As a mom to two girls, I see it quite a bit. I see it when the men sit around after Thanksgiving dinner while the women clean up. Or when my husband automatically expects me to take a day off of work to run a kid to the dentist when he has more vacation time than I do. While he is respectful of women, I have to remind him to be cognizant of these things ingrained in him as a male.

Unfortunately, this mindset can often leak over into the professional and political world. As Savage remarked, “Laws, regulations, and professional feelings and behaviors may change, but until we intentionally raise our boys to respect girls as equal, then perceived progress is fleeting.”

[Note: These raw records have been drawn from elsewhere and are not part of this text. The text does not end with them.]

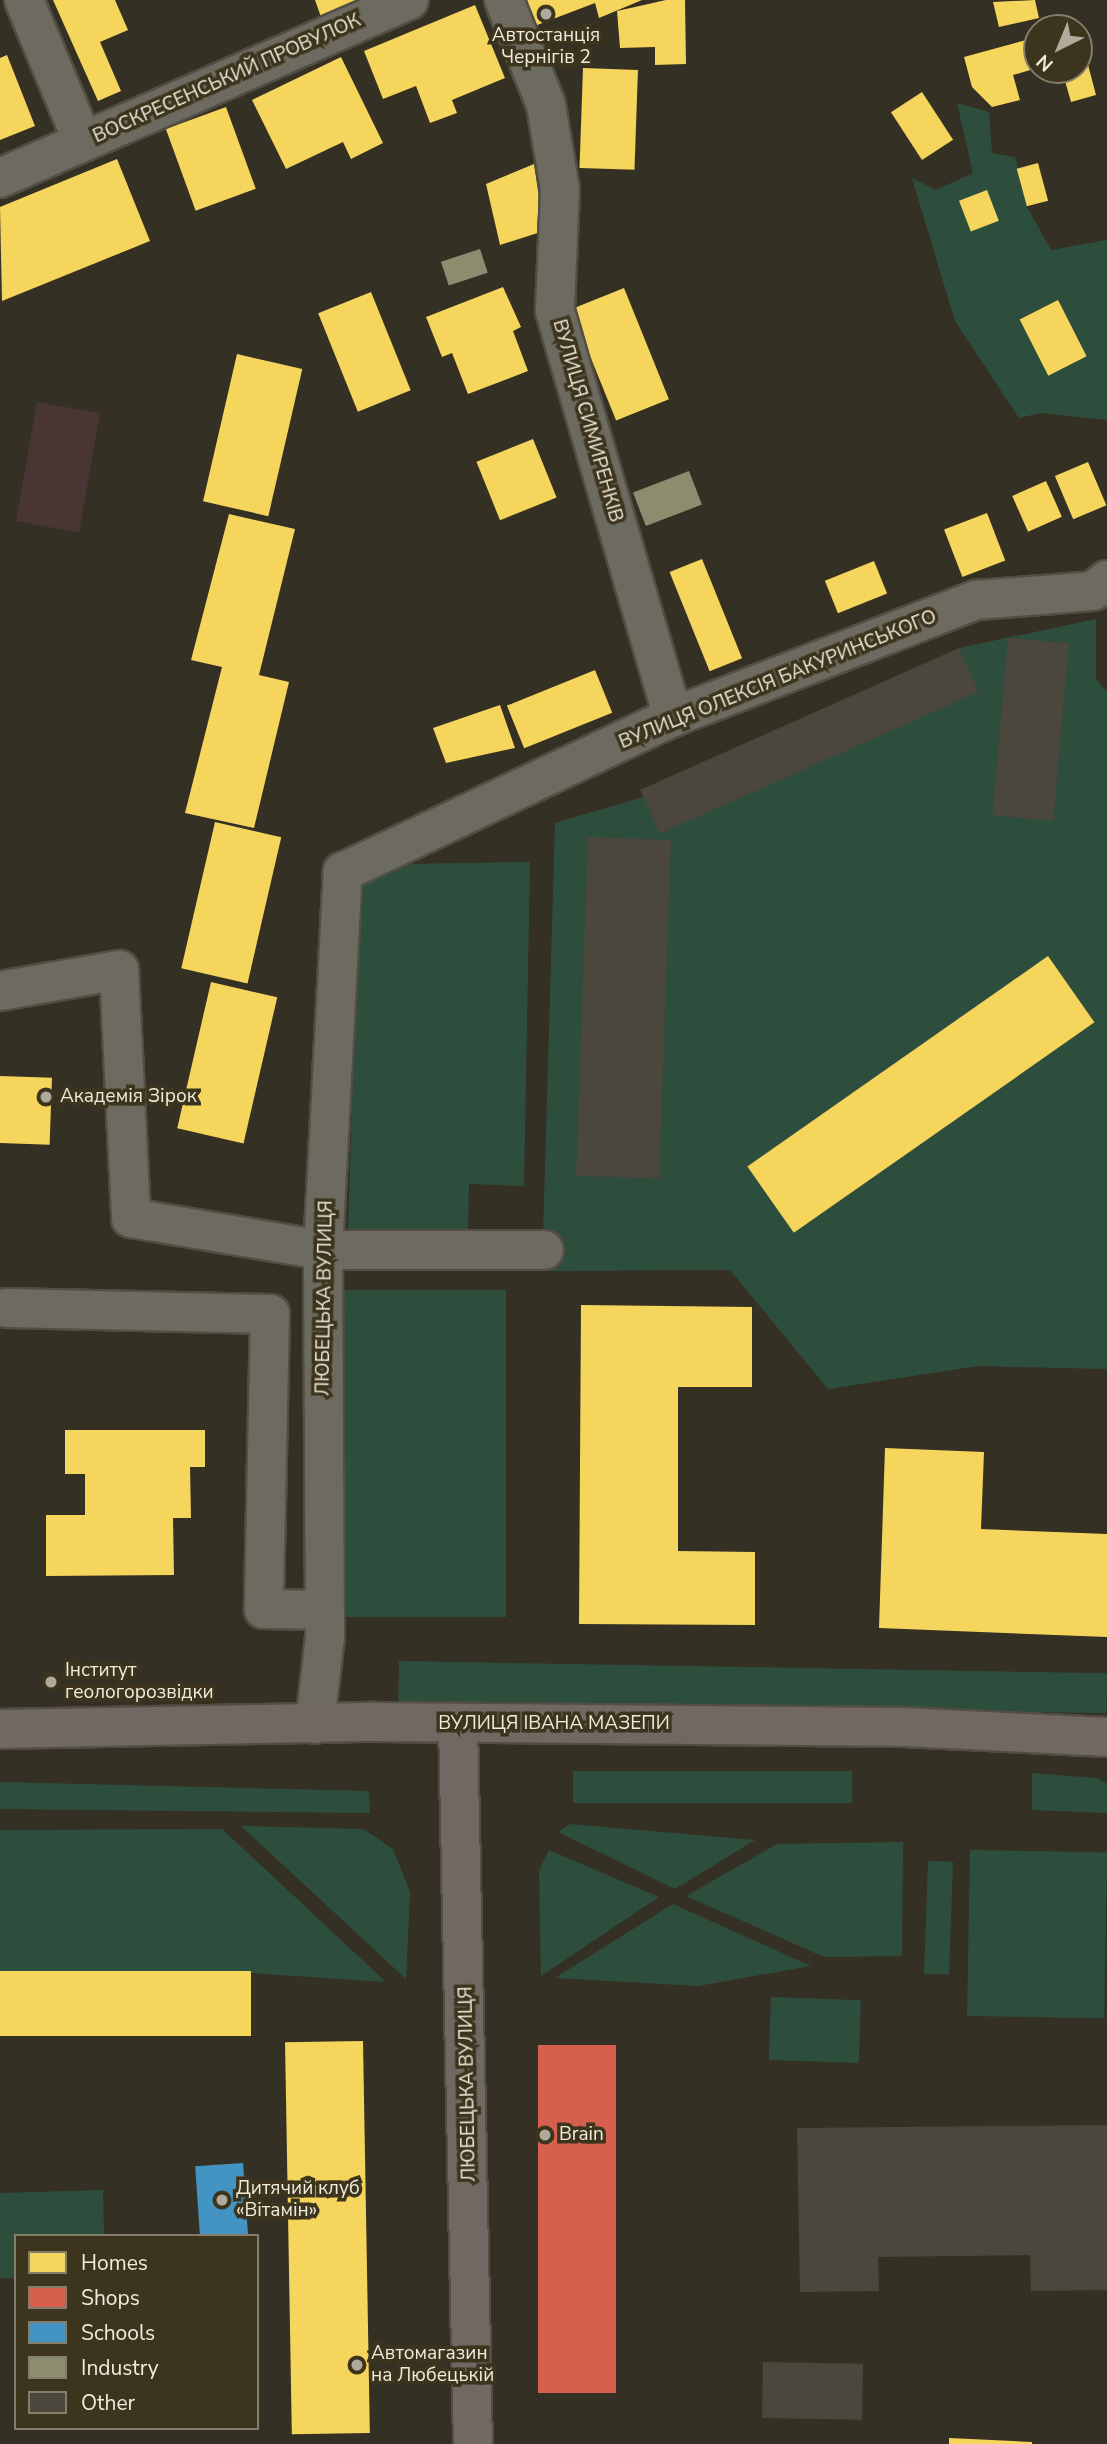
<!DOCTYPE html>
<html>
<head>
<meta charset="utf-8">
<style>
  body { margin:0 }
  #map { position:relative; width:1107px; height:2444px; overflow:hidden; background:#353024; font-family:"Nunito Sans",sans-serif }
  div>[style] { position:absolute }
  .industrial>* { inset:0; background:#483534; transform-origin:0 0 }
  .green>* { inset:0; background:#2d4e3d; transform-origin:0 0 }
  .homes>* { inset:0; background:#f6d55c; transform-origin:0 0 }
  .shops>* { inset:0; background:#d6604d; transform-origin:0 0 }
  .schools>* { inset:0; background:#4393c3; transform-origin:0 0 }
  .industry>* { inset:0; background:#8c8c6e; transform-origin:0 0 }
  .building>* { inset:0; background:#4c473d; transform-origin:0 0 }
  .roads { filter:drop-shadow(2px 0 #524e43) drop-shadow(-2px 0 #524e43) drop-shadow(0 2px #524e43) drop-shadow(0 -2px #524e43) }
  .minor>* { height:38px; margin:-19px; padding:0 19px; transform-origin:19px; border-radius:19px; background:#6d6a60 }
  .major>* { height:38px; margin:-19px; padding:0 19px; transform-origin:19px; border-radius:19px; background:#716763 }
  .dots>* { width:19px; height:19px; translate:-50% -50%; box-sizing:border-box; border:4px solid #3c341d; border-radius:50% }
  span { translate:-50% -50%; white-space:nowrap; text-align:center; line-height:1.15; -webkit-text-stroke:7px #3c341d; paint-order:stroke }
  .poi-label { font-size:19px; color:#efebdd }
  .left { translate:0 -50%; text-align:left }
  .street-label { font-size:19px; color:#efebdd }
  .legend { position:absolute; left:14px; top:2234px; width:245px; height:196px; box-sizing:border-box; background:#3c341d; border:2px solid #847d6a; margin:0; padding:9px 12px; list-style:none; font-size:21px; color:#efebdd }
  .legend li { display:flex; align-items:center; gap:14px; height:35px }
  .legend b { width:35px; border:2px solid #847d6a }
  .north { position:absolute; left:1023px; top:14px; width:70px; height:70px; box-sizing:border-box; background:#3c341d; border:2px solid #847d6a; border-radius:50%; rotate:223deg; font-size:19px; font-weight:700; line-height:28px; text-align:center; color:#efebdd }
  .north::after { content:''; display:block; margin:auto; width:24px; height:32px; background:#aeaa9c; clip-path:polygon(50% 0,100% 100%,50% 72%,0 100%) }
</style>
</head>
<body>
<div id="map">
  <div class="industrial">
    <i style="left:37px;top:402px;width:64px;height:121px;rotate:10deg"></i>
  </div>
  <div class="green">
    <i style="clip-path:polygon(957px 103px,989px 112px,992px 153px,1015px 157px,1027px 207px,1051px 250px,1107px 240px,1107px 420px,1041px 413px,1019px 418px,955px 321px,912px 178px,936px 190px,973px 173px)"></i>
    <i style="clip-path:polygon(1096px 619px,1096px 679px,1107px 692px,1107px 1369px,978px 1366px,828px 1389px,730px 1270px,542px 1271px,555px 823px,643px 797px,959px 648px)"></i>
    <i style="clip-path:polygon(530px 862px,524px 1186px,469px 1184px,468px 1231px,348px 1229px,359px 884px,406px 864px)"></i>
    <i style="left:343px;top:1290px;width:163px;height:327px"></i>
    <i style="left:399px;top:1661px;width:708px;height:40px;rotate:1deg"></i>
    <i style="left:573px;top:1771px;width:279px;height:32px"></i>
    <i style="clip-path:polygon(1032px 1773px,1097px 1778px,1107px 1784px,1107px 1813px,1032px 1810px)"></i>
    <i style="clip-path:polygon(0 1782px,369px 1791px,370px 1813px,0 1809px)"></i>
    <i style="clip-path:polygon(570px 1824px,755px 1840px,675px 1889px,558px 1832px)"></i>
    <i style="clip-path:polygon(241px 1826px,363px 1829px,393px 1849px,410px 1892px,406px 1979px)"></i>
    <i style="clip-path:polygon(222px 1829px,386px 1982px,251px 1973px,0 1971px,0 1830px)"></i>
    <i style="clip-path:polygon(903px 1842px,902px 1956px,824px 1957px,686px 1896px,777px 1844px)"></i>
    <i style="clip-path:polygon(549px 1850px,659px 1897px,541px 1976px,539px 1871px)"></i>
    <i style="left:970px;top:1850px;width:137px;height:166px;rotate:1deg"></i>
    <i style="left:928px;top:1861px;width:25px;height:113px;rotate:2deg"></i>
    <i style="clip-path:polygon(673px 1904px,811px 1966px,698px 1986px,555px 1978px)"></i>
    <i style="left:771px;top:1997px;width:90px;height:63px;rotate:2deg"></i>
    <i style="clip-path:polygon(103px 2190px,104px 2236px,16px 2236px,16px 2278px,0 2278px,0 2193px)"></i>
  </div>
  <div class="homes">
    <i style="clip-path:polygon(53px 0,115px 0,128px 30px,100px 42px,121px 91px,98px 101px)"></i>
    <i style="clip-path:polygon(315px 0,361px 0,321px 17px)"></i>
    <i style="clip-path:polygon(522px 0,642px 0,599px 18px,595px 3px,532px 27px)"></i>
    <i style="clip-path:polygon(666px 0,685px 0,686px 64px,655px 65px,655px 47px,620px 48px,617px 11px)"></i>
    <i style="clip-path:polygon(1035px 0,1039px 18px,999px 27px,993px 2px)"></i>
    <i style="clip-path:polygon(475px 5px,505px 78px,452px 100px,457px 113px,430px 123px,416px 86px,383px 99px,364px 51px)"></i>
    <i style="clip-path:polygon(1037px 37px,1037px 68px,1013px 75px,1020px 100px,992px 107px,972px 87px,964px 57px)"></i>
    <i style="clip-path:polygon(1082px 42px,1096px 95px,1071px 102px,1062px 70px,1079px 70px)"></i>
    <i style="clip-path:polygon(7px 55px,35px 126px,0 140px,0 58px)"></i>
    <i style="clip-path:polygon(341px 57px,383px 143px,351px 159px,343px 142px,286px 169px,252px 100px)"></i>
    <i style="left:583px;top:68px;width:55px;height:100px;rotate:2deg"></i>
    <i style="left:922px;top:92px;width:57px;height:37px;rotate:57deg"></i>
    <i style="left:226px;top:107px;width:87px;height:64px;rotate:70deg"></i>
    <i style="clip-path:polygon(117px 159px,150px 241px,2px 301px,0 207px)"></i>
    <i style="left:1038px;top:163px;width:39px;height:22px;rotate:75deg"></i>
    <i style="clip-path:polygon(534px 164px,544px 231px,500px 245px,486px 184px)"></i>
    <i style="left:987px;top:190px;width:33px;height:30px;rotate:69deg"></i>
    <i style="clip-path:polygon(503px 287px,521px 327px,513px 331px,528px 371px,468px 394px,452px 353px,442px 357px,426px 317px)"></i>
    <i style="left:624px;top:288px;width:120px;height:57px;rotate:68deg"></i>
    <i style="left:371px;top:292px;width:106px;height:57px;rotate:68deg"></i>
    <i style="left:1058px;top:300px;width:63px;height:43px;rotate:63deg"></i>
    <i style="left:237px;top:354px;width:67px;height:151px;rotate:13deg"></i>
    <i style="left:533px;top:439px;width:63px;height:61px;rotate:68deg"></i>
    <i style="left:1088px;top:462px;width:47px;height:36px;rotate:67deg"></i>
    <i style="left:1046px;top:481px;width:39px;height:37px;rotate:66deg"></i>
    <i style="left:987px;top:513px;width:51px;height:46px;rotate:69deg"></i>
    <i style="clip-path:polygon(229px 514px,295px 529px,259px 675px,289px 682px,254px 828px,185px 813px,222px 667px,191px 660px)"></i>
    <i style="left:702px;top:559px;width:107px;height:35px;rotate:68deg"></i>
    <i style="left:874px;top:561px;width:35px;height:53px;rotate:68deg"></i>
    <i style="left:595px;top:670px;width:46px;height:95px;rotate:68deg"></i>
    <i style="clip-path:polygon(500px 705px,515px 748px,446px 763px,433px 728px)"></i>
    <i style="left:215px;top:822px;width:68px;height:150px;rotate:13deg"></i>
    <i style="left:1048px;top:956px;width:81px;height:367px;rotate:55deg"></i>
    <i style="left:211px;top:982px;width:68px;height:150px;rotate:13deg"></i>
    <i style="left:0;top:1076px;width:52px;height:67px;rotate:2deg"></i>
    <i style="clip-path:polygon(581px 1305px,752px 1307px,752px 1387px,678px 1387px,678px 1551px,755px 1552px,755px 1625px,579px 1624px)"></i>
    <i style="clip-path:polygon(65px 1430px,205px 1430px,205px 1467px,190px 1467px,191px 1518px,173px 1518px,174px 1575px,46px 1576px,46px 1515px,85px 1515px,85px 1474px,65px 1474px)"></i>
    <i style="clip-path:polygon(885px 1448px,984px 1452px,981px 1529px,1107px 1534px,1107px 1637px,879px 1628px)"></i>
    <i style="left:0;top:1971px;width:251px;height:65px"></i>
    <i style="left:363px;top:2041px;width:392px;height:78px;rotate:89deg"></i>
    <i style="clip-path:polygon(949px 2438px,1032px 2442px,1032px 2444px,949px 2444px)"></i>
  </div>
  <div class="shops">
    <i style="left:538px;top:2045px;width:78px;height:348px"></i>
  </div>
  <div class="schools">
    <i style="left:243px;top:2163px;width:72px;height:48px;rotate:86deg"></i>
  </div>
  <div class="industry">
    <i style="left:480px;top:249px;width:25px;height:41px;rotate:72deg"></i>
    <i style="left:689px;top:471px;width:36px;height:60px;rotate:69deg"></i>
  </div>
  <div class="building">
    <i style="left:1008px;top:638px;width:61px;height:178px;rotate:5deg"></i>
    <i style="left:959px;top:648px;width:48px;height:349px;rotate:66deg"></i>
    <i style="left:588px;top:837px;width:83px;height:339px;rotate:2deg"></i>
    <i style="clip-path:polygon(1107px 2125px,1107px 2290px,1031px 2291px,1030px 2255px,878px 2257px,879px 2291px,800px 2292px,797px 2128px)"></i>
    <i style="left:763px;top:2362px;width:100px;height:56px;rotate:1deg"></i>
  </div>
  <div class="roads">
    <div class="minor">
      <i style="left:24px;top:0;width:154px;rotate:67.4deg"></i>
      <i style="left:504px;top:0;width:113px;rotate:68.2deg"></i>
      <i style="left:546px;top:105px;width:86px;rotate:80.6deg"></i>
      <i style="left:560px;top:190px;width:121px;rotate:92.4deg"></i>
      <i style="left:555px;top:311px;width:423px;rotate:73.8deg"></i>
      <i style="left:0;top:178px;width:446px;rotate:-23.5deg"></i>
      <i style="left:0;top:991px;width:121px;rotate:-10deg"></i>
      <i style="left:119px;top:970px;width:248px;rotate:87.2deg"></i>
      <i style="left:131px;top:1218px;width:195px;rotate:9.5deg"></i>
      <i style="left:323px;top:1250px;width:221px"></i>
      <i style="left:7px;top:1308px;width:263px;rotate:1.3deg"></i>
      <i style="left:270px;top:1314px;width:295px;rotate:91.2deg"></i>
      <i style="left:264px;top:1609px;width:61px;rotate:0.9deg"></i>
      <i style="left:315px;top:1724px;width:89px;rotate:-83.5deg"></i>
      <i style="left:325px;top:1636px;width:386px;rotate:-90.3deg"></i>
      <i style="left:323px;top:1250px;width:379px;rotate:-87deg"></i>
      <i style="left:343px;top:872px;width:365px;rotate:-25.2deg"></i>
      <i style="left:673px;top:717px;width:326px;rotate:-21.1deg"></i>
      <i style="left:977px;top:600px;width:116px;rotate:-4.4deg"></i>
      <i style="left:1093px;top:591px;width:18px;rotate:-38deg"></i>
    </div>
    <div class="major">
      <i style="left:458px;top:1724px;width:720px;rotate:88.81deg"></i>
      <i style="left:0;top:1729px;width:375px;rotate:-1.1deg"></i>
      <i style="left:375px;top:1722px;width:528px;rotate:0.54deg"></i>
      <i style="left:903px;top:1727px;width:204px;rotate:2.8deg"></i>
    </div>
  </div>
  <div class="dots">
    <i style="left:546px;top:14px;background:#aeaa9c"></i>
    <i style="left:46px;top:1097px;background:#aeaa9c"></i>
    <i style="left:51px;top:1682px;background:#aeaa9c"></i>
    <i style="left:545px;top:2135px;background:#aeaa9c"></i>
    <i style="left:222px;top:2200px;background:#aeaa9c"></i>
    <i style="left:357px;top:2365px;background:#aeaa9c"></i>
  </div>
  <div class="poi-label">
    <span style="left:546px;top:47px">Автостанція<br>Чернігів 2</span>
    <span class="left" style="left:60px;top:1097px">Академія Зірок</span>
    <span class="left" style="left:65px;top:1682px">Інститут<br>геологорозвідки</span>
    <span class="left" style="left:559px;top:2135px">Brain</span>
    <span class="left" style="left:236px;top:2200px">Дитячий клуб<br>«Вітамін»</span>
    <span class="left" style="left:371px;top:2365px">Автомагазин<br>на Любецькій</span>
  </div>
  <div class="street-label">
    <span style="left:227px;top:79px;rotate:-24deg">ВОСКРЕСЕНСЬКИЙ ПРОВУЛОК</span>
    <span style="left:587px;top:421px;rotate:74deg">ВУЛИЦЯ СИМИРЕНКІВ</span>
    <span style="left:778px;top:680px;rotate:-22deg">ВУЛИЦЯ ОЛЕКСІЯ БАКУРИНСЬКОГО</span>
    <span style="left:325px;top:1298px;rotate:-89deg">ЛЮБЕЦЬКА ВУЛИЦЯ</span>
    <span style="left:554px;top:1724px">ВУЛИЦЯ ІВАНА МАЗЕПИ</span>
    <span style="left:468px;top:2084px;rotate:-91deg">ЛЮБЕЦЬКА ВУЛИЦЯ</span>
  </div>
  <ul class="legend">
  <li><b style="height:19px;background:#f6d55c"></b>Homes</li>
  <li><b style="height:19px;background:#d6604d"></b>Shops</li>
  <li><b style="height:19px;background:#4393c3"></b>Schools</li>
  <li><b style="height:19px;background:#8c8c6e"></b>Industry</li>
  <li><b style="height:19px;background:#4c473d"></b>Other</li>
  </ul>
  <div class="north">N</div>
</div>
</body>
</html>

While there continue to be obstacles holding women back from the successes they rightly deserve, the good news is they’re being chipped away by strong females and the male allies who support them. Tasha Mosley, Solicitor General for Clayton County, explained that change will come in three ways – demanding equality from our male counterparts, teaching younger women to respect their brains and abilities, and make a legitimate effort to change the current culture of behavior.

They’re all lessons she learned on her way up the ladder and ones she wants to share with those women coming up behind her.

“As a female elected official, it is my duty and responsibility to be a positive role model to all. It has meant earning the respect of my male colleagues in this field. It has been a hard journey, but well worth the struggles. Because the lessons I’ve learned have only made me stronger and more determined to be a beacon of light.”